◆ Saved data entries
☆ ☆ ☆ ☆ ☆ ☆ ☆

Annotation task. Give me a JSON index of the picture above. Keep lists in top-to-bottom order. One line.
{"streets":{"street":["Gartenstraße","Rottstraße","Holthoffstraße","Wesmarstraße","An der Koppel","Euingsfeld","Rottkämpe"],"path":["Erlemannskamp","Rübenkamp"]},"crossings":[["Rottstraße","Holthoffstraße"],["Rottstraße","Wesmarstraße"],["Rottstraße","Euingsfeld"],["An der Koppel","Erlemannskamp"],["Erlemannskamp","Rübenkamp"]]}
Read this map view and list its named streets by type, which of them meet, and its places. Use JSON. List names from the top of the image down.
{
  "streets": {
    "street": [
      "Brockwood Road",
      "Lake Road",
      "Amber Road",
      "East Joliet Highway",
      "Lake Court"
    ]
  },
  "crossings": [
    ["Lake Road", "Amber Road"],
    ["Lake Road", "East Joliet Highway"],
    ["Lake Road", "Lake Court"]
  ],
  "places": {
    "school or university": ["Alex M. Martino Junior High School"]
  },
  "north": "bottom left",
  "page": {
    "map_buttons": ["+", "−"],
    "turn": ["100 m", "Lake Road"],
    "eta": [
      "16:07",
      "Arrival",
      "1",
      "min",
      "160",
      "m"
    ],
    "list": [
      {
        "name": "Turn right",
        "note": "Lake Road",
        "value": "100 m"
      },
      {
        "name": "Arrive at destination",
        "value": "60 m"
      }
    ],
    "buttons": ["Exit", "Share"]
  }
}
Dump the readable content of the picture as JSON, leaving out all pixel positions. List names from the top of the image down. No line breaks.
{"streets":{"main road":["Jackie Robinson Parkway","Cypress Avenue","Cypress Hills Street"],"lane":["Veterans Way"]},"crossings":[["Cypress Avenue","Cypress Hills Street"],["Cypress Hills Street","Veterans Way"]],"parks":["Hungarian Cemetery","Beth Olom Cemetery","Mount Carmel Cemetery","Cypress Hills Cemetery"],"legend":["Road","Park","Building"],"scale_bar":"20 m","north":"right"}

☆ ☆ ☆ ☆ ☆ ☆ ☆

◆ What is required
Reproduce every entry shown above, precisely as it stands.

◆ Task result
Annotation task. Give me a JSON index of the picture above. Keep lists in top-to-bottom order. One line.
{"streets":{"street":["Gartenstraße","Rottstraße","Holthoffstraße","Wesmarstraße","An der Koppel","Euingsfeld","Rottkämpe"],"path":["Erlemannskamp","Rübenkamp"]},"crossings":[["Rottstraße","Holthoffstraße"],["Rottstraße","Wesmarstraße"],["Rottstraße","Euingsfeld"],["An der Koppel","Erlemannskamp"],["Erlemannskamp","Rübenkamp"]]}
Read this map view and list its named streets by type, which of them meet, and its places. Use JSON. List names from the top of the image down.
{
  "streets": {
    "street": [
      "Brockwood Road",
      "Lake Road",
      "Amber Road",
      "East Joliet Highway",
      "Lake Court"
    ]
  },
  "crossings": [
    ["Lake Road", "Amber Road"],
    ["Lake Road", "East Joliet Highway"],
    ["Lake Road", "Lake Court"]
  ],
  "places": {
    "school or university": ["Alex M. Martino Junior High School"]
  },
  "north": "bottom left",
  "page": {
    "map_buttons": ["+", "−"],
    "turn": ["100 m", "Lake Road"],
    "eta": [
      "16:07",
      "Arrival",
      "1",
      "min",
      "160",
      "m"
    ],
    "list": [
      {
        "name": "Turn right",
        "note": "Lake Road",
        "value": "100 m"
      },
      {
        "name": "Arrive at destination",
        "value": "60 m"
      }
    ],
    "buttons": ["Exit", "Share"]
  }
}
Dump the readable content of the picture as JSON, leaving out all pixel positions. List names from the top of the image down. No line breaks.
{"streets":{"main road":["Jackie Robinson Parkway","Cypress Avenue","Cypress Hills Street"],"lane":["Veterans Way"]},"crossings":[["Cypress Avenue","Cypress Hills Street"],["Cypress Hills Street","Veterans Way"]],"parks":["Hungarian Cemetery","Beth Olom Cemetery","Mount Carmel Cemetery","Cypress Hills Cemetery"],"legend":["Road","Park","Building"],"scale_bar":"20 m","north":"right"}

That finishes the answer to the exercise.